[Collected data entries]
————————

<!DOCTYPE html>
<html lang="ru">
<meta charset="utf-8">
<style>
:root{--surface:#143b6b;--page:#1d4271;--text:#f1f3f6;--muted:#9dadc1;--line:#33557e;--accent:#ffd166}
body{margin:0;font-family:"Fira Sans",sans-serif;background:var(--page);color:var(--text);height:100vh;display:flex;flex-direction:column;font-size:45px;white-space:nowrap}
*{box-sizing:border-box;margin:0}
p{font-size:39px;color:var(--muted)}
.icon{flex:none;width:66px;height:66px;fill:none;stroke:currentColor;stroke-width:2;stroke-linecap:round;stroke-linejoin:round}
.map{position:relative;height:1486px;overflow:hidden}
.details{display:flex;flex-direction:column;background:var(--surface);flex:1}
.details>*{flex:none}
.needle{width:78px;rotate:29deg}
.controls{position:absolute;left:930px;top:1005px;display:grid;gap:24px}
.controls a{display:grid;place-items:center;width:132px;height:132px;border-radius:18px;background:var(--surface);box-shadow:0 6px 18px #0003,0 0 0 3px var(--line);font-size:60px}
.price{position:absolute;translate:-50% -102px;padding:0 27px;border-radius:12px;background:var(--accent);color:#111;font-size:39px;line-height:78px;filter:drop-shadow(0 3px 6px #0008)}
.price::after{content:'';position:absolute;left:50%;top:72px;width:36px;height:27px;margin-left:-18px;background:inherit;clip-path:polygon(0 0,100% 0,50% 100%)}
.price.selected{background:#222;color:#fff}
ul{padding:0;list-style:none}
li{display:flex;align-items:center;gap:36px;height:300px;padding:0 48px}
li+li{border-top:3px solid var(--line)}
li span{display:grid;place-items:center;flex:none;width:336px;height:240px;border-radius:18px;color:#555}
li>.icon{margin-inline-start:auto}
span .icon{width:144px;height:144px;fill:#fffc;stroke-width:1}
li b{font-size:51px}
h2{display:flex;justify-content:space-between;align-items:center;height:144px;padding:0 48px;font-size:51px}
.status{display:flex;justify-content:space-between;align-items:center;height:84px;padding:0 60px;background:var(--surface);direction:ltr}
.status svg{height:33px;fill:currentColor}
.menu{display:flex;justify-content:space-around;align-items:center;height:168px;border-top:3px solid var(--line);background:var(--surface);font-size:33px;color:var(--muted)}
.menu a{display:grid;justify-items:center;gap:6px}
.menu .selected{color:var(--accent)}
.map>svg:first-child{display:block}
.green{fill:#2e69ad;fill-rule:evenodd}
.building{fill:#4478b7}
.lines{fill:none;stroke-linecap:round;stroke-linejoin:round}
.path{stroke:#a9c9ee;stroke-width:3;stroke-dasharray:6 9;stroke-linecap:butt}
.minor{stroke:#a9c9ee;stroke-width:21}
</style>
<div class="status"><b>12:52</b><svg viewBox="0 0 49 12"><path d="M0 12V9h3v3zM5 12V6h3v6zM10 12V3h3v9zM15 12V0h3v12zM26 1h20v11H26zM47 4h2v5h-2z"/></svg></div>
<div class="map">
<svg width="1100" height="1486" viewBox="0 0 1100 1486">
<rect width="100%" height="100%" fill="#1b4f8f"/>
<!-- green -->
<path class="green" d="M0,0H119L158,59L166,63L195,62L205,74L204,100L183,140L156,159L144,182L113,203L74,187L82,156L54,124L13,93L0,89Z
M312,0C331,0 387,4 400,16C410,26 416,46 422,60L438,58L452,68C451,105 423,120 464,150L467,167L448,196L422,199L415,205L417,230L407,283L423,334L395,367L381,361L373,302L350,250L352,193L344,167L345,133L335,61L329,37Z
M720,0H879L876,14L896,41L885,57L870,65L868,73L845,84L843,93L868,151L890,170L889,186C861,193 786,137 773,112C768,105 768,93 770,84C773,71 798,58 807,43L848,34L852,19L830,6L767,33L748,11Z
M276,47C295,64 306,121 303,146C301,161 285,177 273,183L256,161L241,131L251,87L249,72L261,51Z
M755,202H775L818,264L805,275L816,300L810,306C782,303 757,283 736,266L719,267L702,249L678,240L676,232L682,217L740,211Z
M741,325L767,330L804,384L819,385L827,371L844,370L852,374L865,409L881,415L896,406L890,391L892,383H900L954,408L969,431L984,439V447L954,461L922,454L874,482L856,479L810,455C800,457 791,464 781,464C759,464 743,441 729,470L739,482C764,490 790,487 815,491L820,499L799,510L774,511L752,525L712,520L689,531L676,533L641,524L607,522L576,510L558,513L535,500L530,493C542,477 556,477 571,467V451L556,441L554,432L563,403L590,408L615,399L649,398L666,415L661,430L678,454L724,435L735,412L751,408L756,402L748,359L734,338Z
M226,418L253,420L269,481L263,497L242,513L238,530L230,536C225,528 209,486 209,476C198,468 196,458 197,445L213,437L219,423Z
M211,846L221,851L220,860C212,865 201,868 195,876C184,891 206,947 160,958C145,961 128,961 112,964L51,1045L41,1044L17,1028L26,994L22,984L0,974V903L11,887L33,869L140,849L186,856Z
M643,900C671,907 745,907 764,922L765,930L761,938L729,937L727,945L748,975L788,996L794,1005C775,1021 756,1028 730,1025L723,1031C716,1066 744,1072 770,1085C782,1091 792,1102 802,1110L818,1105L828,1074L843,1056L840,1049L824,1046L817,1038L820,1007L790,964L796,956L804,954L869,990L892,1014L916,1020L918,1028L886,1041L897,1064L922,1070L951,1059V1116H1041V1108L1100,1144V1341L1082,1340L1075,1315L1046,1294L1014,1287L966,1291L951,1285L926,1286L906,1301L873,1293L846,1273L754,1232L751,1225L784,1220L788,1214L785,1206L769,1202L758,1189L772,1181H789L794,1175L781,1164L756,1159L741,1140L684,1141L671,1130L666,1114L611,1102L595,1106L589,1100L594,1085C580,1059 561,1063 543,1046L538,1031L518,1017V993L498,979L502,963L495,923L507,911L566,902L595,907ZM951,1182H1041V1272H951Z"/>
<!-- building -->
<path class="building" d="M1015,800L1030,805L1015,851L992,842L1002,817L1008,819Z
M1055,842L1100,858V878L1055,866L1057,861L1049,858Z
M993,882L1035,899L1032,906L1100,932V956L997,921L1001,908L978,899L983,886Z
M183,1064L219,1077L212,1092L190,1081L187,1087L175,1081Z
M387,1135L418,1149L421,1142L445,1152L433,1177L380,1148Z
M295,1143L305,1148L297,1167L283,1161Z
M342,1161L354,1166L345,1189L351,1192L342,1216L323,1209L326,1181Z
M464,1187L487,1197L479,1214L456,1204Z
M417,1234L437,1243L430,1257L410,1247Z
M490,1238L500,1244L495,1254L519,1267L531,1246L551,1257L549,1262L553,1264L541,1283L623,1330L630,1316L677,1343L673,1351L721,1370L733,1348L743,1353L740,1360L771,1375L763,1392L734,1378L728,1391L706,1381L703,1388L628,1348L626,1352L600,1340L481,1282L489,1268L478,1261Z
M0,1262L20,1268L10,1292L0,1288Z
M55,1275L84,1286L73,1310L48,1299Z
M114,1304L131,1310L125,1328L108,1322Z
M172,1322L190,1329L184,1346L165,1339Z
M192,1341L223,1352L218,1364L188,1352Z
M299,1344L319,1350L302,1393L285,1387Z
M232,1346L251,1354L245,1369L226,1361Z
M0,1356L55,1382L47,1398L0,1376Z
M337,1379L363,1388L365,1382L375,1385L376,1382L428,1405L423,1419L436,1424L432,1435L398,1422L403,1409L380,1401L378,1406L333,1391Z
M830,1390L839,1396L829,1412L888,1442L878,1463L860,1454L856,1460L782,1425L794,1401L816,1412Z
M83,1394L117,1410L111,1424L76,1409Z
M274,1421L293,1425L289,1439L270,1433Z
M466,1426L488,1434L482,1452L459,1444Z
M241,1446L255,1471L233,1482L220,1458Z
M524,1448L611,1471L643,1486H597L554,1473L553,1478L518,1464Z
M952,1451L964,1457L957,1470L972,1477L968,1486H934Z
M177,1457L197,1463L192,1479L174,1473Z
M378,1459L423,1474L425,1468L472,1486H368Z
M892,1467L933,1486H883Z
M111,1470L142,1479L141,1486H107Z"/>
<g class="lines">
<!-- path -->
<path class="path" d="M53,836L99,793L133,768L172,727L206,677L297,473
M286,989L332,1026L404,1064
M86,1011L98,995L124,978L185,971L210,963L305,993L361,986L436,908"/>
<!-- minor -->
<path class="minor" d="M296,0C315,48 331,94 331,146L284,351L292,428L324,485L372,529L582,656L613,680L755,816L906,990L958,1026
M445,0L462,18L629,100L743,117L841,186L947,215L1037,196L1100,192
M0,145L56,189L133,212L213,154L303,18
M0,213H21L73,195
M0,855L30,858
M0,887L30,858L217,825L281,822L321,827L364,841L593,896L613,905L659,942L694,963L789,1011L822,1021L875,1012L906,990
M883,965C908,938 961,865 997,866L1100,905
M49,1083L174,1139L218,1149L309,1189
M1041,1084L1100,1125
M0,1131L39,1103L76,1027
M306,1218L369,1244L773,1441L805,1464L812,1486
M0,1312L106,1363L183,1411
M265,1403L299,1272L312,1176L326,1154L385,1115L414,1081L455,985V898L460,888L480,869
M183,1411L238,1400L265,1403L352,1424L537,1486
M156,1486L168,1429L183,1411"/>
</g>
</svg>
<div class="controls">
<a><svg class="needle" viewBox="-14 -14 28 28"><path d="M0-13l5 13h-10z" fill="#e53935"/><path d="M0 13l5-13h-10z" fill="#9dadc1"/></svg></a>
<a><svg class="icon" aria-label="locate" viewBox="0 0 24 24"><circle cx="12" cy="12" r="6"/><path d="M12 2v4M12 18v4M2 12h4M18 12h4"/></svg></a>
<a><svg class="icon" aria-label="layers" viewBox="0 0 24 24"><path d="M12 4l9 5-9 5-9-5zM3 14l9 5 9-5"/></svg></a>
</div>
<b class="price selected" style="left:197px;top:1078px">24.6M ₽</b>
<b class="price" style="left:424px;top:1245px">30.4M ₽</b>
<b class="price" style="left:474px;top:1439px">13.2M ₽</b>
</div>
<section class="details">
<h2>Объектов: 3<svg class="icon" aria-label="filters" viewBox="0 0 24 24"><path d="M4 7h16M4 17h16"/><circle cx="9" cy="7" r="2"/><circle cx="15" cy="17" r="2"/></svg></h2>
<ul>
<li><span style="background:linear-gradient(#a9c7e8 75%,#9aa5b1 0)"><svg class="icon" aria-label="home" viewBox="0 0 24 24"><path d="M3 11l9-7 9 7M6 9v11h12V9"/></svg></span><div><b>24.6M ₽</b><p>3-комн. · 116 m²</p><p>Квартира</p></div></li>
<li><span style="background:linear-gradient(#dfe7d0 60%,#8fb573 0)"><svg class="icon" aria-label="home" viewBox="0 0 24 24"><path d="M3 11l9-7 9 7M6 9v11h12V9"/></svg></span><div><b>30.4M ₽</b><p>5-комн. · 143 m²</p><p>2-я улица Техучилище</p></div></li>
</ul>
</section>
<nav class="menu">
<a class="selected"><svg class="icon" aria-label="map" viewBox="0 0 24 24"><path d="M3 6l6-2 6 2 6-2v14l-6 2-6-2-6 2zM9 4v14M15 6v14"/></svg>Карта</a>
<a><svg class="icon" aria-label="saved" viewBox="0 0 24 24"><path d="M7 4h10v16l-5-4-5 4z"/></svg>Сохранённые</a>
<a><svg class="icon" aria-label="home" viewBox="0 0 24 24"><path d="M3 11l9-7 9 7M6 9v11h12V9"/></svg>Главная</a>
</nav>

————————

§ **ACTIVITY**: The answer should be an exact copy of the lines from the first line of the data through the line with "6px 18px #0003,0" and should contain nothing else.

§ **YOUR SOLUTION**:
<!DOCTYPE html>
<html lang="ru">
<meta charset="utf-8">
<style>
:root{--surface:#143b6b;--page:#1d4271;--text:#f1f3f6;--muted:#9dadc1;--line:#33557e;--accent:#ffd166}
body{margin:0;font-family:"Fira Sans",sans-serif;background:var(--page);color:var(--text);height:100vh;display:flex;flex-direction:column;font-size:45px;white-space:nowrap}
*{box-sizing:border-box;margin:0}
p{font-size:39px;color:var(--muted)}
.icon{flex:none;width:66px;height:66px;fill:none;stroke:currentColor;stroke-width:2;stroke-linecap:round;stroke-linejoin:round}
.map{position:relative;height:1486px;overflow:hidden}
.details{display:flex;flex-direction:column;background:var(--surface);flex:1}
.details>*{flex:none}
.needle{width:78px;rotate:29deg}
.controls{position:absolute;left:930px;top:1005px;display:grid;gap:24px}
.controls a{display:grid;place-items:center;width:132px;height:132px;border-radius:18px;background:var(--surface);box-shadow:0 6px 18px #0003,0 0 0 3px var(--line);font-size:60px}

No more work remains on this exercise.